Material for the task –

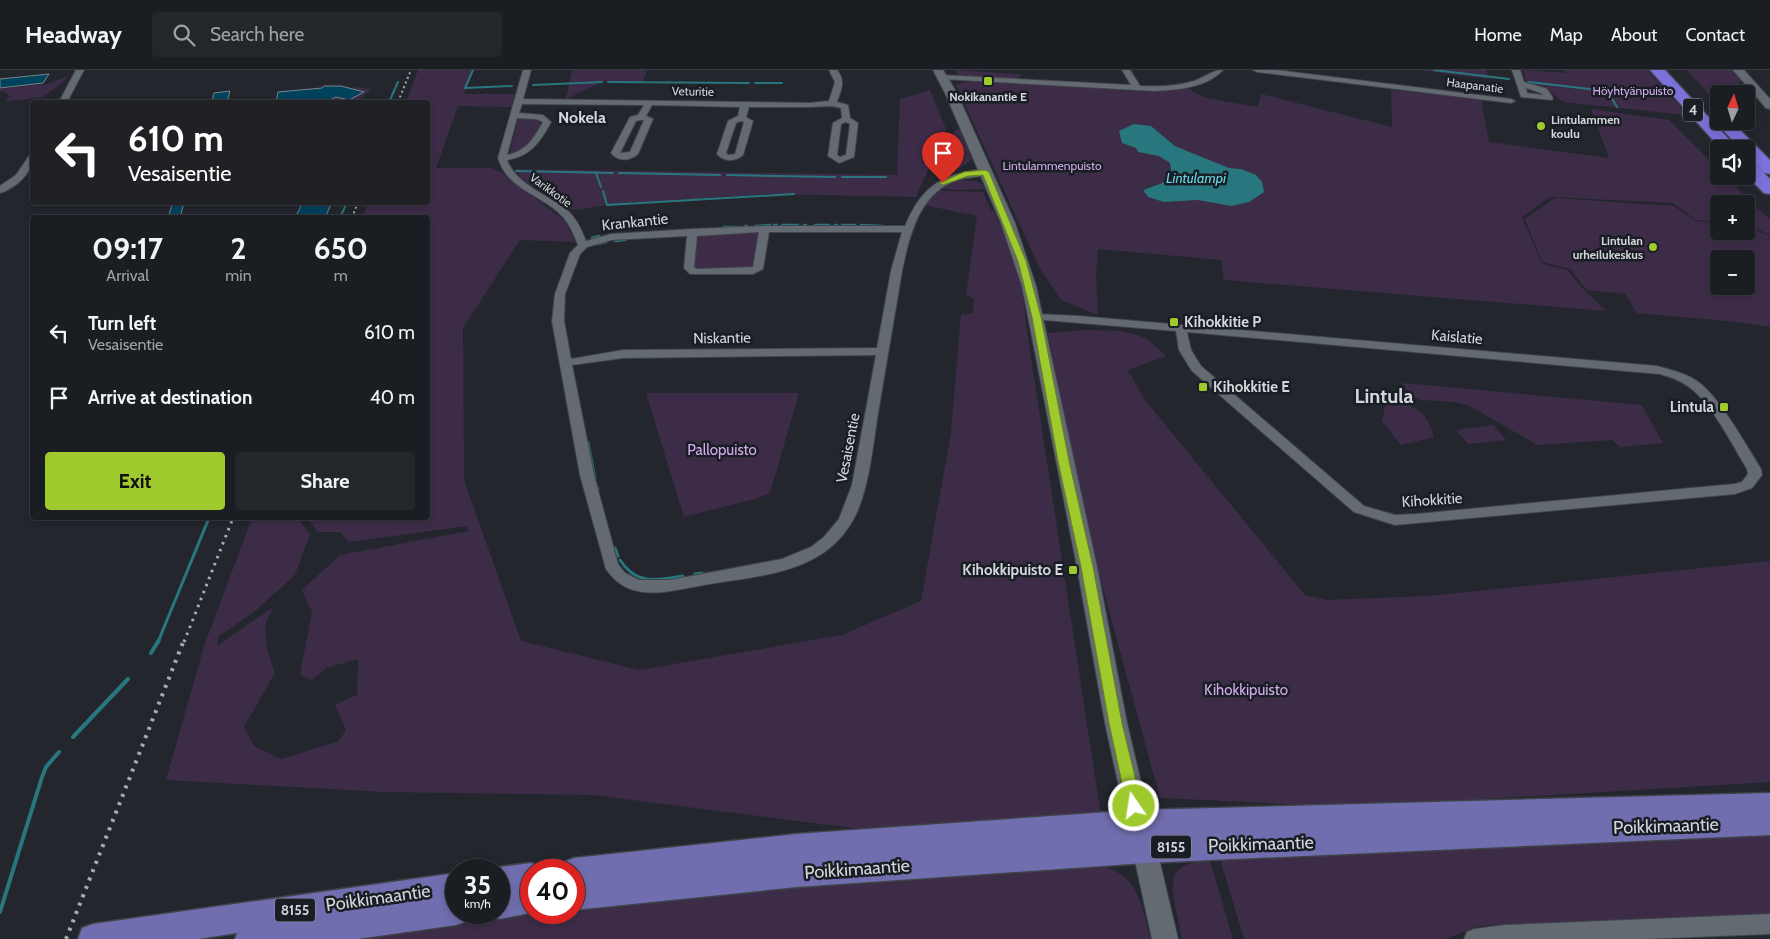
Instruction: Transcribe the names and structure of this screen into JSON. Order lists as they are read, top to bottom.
{
  "streets": {
    "highway": ["4"],
    "main road": ["Poikkimaantie", "8155"],
    "street": [
      "Haapanatie",
      "Veturitie",
      "Varikkotie",
      "Krankantie",
      "Kaislatie",
      "Niskantie",
      "Vesaisentie",
      "Kihokkitie"
    ]
  },
  "crossings": [
    ["Varikkotie", "Krankantie"],
    ["Krankantie", "Niskantie"],
    ["Krankantie", "Vesaisentie"],
    ["Kaislatie", "Kihokkitie"],
    ["Niskantie", "Vesaisentie"]
  ],
  "districts": ["Nokela", "Lintula"],
  "water": ["Lintulampi"],
  "parks": [
    "Höyhtyänpuisto",
    "Lintulammenpuisto",
    "Pallopuisto",
    "Kihokkipuisto"
  ],
  "places": {
    "transit": [
      "Nokikanantie E",
      "Kihokkitie P",
      "Kihokkitie E",
      "Lintula",
      "Kihokkipuisto E"
    ],
    "other": ["Lintulammen koulu", "Lintulan urheilukeskus"]
  },
  "north": "top",
  "page": {
    "header": "Headway",
    "search": "Search here",
    "nav": [
      "Home",
      "Map",
      "About",
      "Contact"
    ],
    "map_buttons": ["+", "−"],
    "turn": ["610 m", "Vesaisentie"],
    "eta": [
      "09:17",
      "Arrival",
      "2",
      "min",
      "650",
      "m"
    ],
    "list": [
      {
        "name": "Turn left",
        "note": "Vesaisentie",
        "value": "610 m"
      },
      {
        "name": "Arrive at destination",
        "value": "40 m"
      }
    ],
    "buttons": ["Exit", "Share"],
    "speed": "35 km/h",
    "limit": "40"
  }
}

Task item – In the records above, some lines may contain the word "Varikkotie"; copy every one of them.

Result below –
      "Varikkotie",
    ["Varikkotie", "Krankantie"],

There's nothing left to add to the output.